The GM has assembled a roster that thinks much the same way.

Ballard and his staff sought players who love football, who love the dirty work of practice, who seek out the next repetition and the next challenge without constantly being goaded by the coaching staff.

The extent to which they’ve succeeded will be revealed in January through the win-loss record.

“This team is special,” veteran wide receiver T.Y. Hilton said. “This team has enough (talent) to be able to do what we want to do. For us, our main thing is just staying focused. We’re taking it one day at a time, and we’ll be fine. But this team, they love football, man. They love football, and as long as you continue to love football and love the game, then we’ll be fine.”

The Colts got awfully close to where they want to be last year. A 9-1 finish to the regular season led to a wild-card playoff berth and a road postseason victory against the AFC South-champion Houston Texans.

But the ride came to a crushing halt with a 31-13 loss at Kansas City in the divisional round.

If this team ever needs to be grounded in the face of the soaring hype that surrounds it, that loss to the Chiefs always does the trick.

A year ago, Indianapolis used the fact it was being written off by much of the national media as motivation.

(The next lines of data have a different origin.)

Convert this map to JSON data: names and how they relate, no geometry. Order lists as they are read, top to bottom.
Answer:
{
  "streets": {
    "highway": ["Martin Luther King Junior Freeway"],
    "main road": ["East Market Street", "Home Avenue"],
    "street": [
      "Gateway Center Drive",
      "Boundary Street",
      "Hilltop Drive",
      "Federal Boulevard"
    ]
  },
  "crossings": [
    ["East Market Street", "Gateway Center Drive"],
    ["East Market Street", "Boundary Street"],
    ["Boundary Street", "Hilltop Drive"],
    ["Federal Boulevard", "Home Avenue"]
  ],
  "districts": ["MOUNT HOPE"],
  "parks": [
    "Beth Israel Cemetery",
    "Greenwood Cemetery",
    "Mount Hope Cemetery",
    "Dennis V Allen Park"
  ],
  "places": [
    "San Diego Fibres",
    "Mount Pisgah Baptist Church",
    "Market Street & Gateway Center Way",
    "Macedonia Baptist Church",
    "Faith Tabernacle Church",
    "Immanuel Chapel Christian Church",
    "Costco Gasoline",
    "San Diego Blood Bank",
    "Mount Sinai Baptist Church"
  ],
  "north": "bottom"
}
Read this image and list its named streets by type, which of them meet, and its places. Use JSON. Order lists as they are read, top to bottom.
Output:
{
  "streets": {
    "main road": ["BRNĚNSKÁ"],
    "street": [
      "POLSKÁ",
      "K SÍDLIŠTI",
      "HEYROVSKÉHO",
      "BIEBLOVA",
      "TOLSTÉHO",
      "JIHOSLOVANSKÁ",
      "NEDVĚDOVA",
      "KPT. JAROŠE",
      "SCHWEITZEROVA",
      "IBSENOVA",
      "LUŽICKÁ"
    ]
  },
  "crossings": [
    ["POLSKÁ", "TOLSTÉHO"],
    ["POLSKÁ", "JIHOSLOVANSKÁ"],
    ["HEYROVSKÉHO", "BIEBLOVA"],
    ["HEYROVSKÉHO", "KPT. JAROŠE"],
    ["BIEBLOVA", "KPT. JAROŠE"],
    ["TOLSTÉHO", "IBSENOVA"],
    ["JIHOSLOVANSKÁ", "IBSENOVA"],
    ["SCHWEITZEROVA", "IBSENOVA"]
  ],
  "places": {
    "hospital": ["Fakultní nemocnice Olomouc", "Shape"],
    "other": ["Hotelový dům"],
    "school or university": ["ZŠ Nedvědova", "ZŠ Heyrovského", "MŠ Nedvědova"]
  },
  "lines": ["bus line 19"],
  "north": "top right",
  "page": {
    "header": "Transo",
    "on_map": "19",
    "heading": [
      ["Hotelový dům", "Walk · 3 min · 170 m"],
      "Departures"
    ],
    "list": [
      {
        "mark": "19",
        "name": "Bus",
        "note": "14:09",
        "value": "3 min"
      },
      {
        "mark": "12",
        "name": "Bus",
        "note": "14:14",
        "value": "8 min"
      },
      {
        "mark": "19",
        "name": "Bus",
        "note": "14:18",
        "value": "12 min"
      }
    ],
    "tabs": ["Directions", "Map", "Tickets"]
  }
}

This time around, the team turns to the sour finish of its postseason run.

“I think our last game of the year last year in Kansas City is all we need to motivate us,” running back Nyheim Hines said. “We were so close to the AFC Championship Game, the next round of the playoffs. Knowing what it took to get there and not having the opportunity to move on, that’s all you really need to motivate you.”

The consensus is this is the deepest roster the Colts have fielded in years. Some players who are cut at the end of next month should make other teams — and contribute to their success.

It’s spawned the kind of competitive spirit Ballard spoke of when he took the job of rebuilding this franchise in 2017.

And it’s got even some of the veterans believing in what the future holds.

Hilton was part of three straight playoff teams from 2012-14. He’s appeared in the Pro Bowl four times and led the league in receiving yards in 2016.

He makes no secret of the fact he believes this could be the best team he’s ever been a part of.

The only question is how much have the players learned from last year’s finish.

It’s one thing to embrace great expectations, quite another to fulfill them.

That 2015 team — the most recent one around here to enter the season with legit Super Bowl aspirations — finished 8-8. Quarterback Andrew Luck injured his shoulder in Week 3 and set off a three-year spiral that resulted in the firing of general manager Ryan Grigson and head coach Chuck Pagano.

Ballard and Reich have done a commendable job of rebuilding from the ashes.

But former Colts front-office chief Bill Polian — a Hall of Famer who built six teams that reached the Super Bowl with Buffalo and Indy — believed the hardest step to take in the NFL is the one from “good” to “great.”

That’s the challenge that faces Ballard and his team this fall.

And he fully buys into Polian’s way of thinking.

“Your team has got to grow together,” Ballard said. “They’ve got to take that next step. That’s something we’re going to work to do.”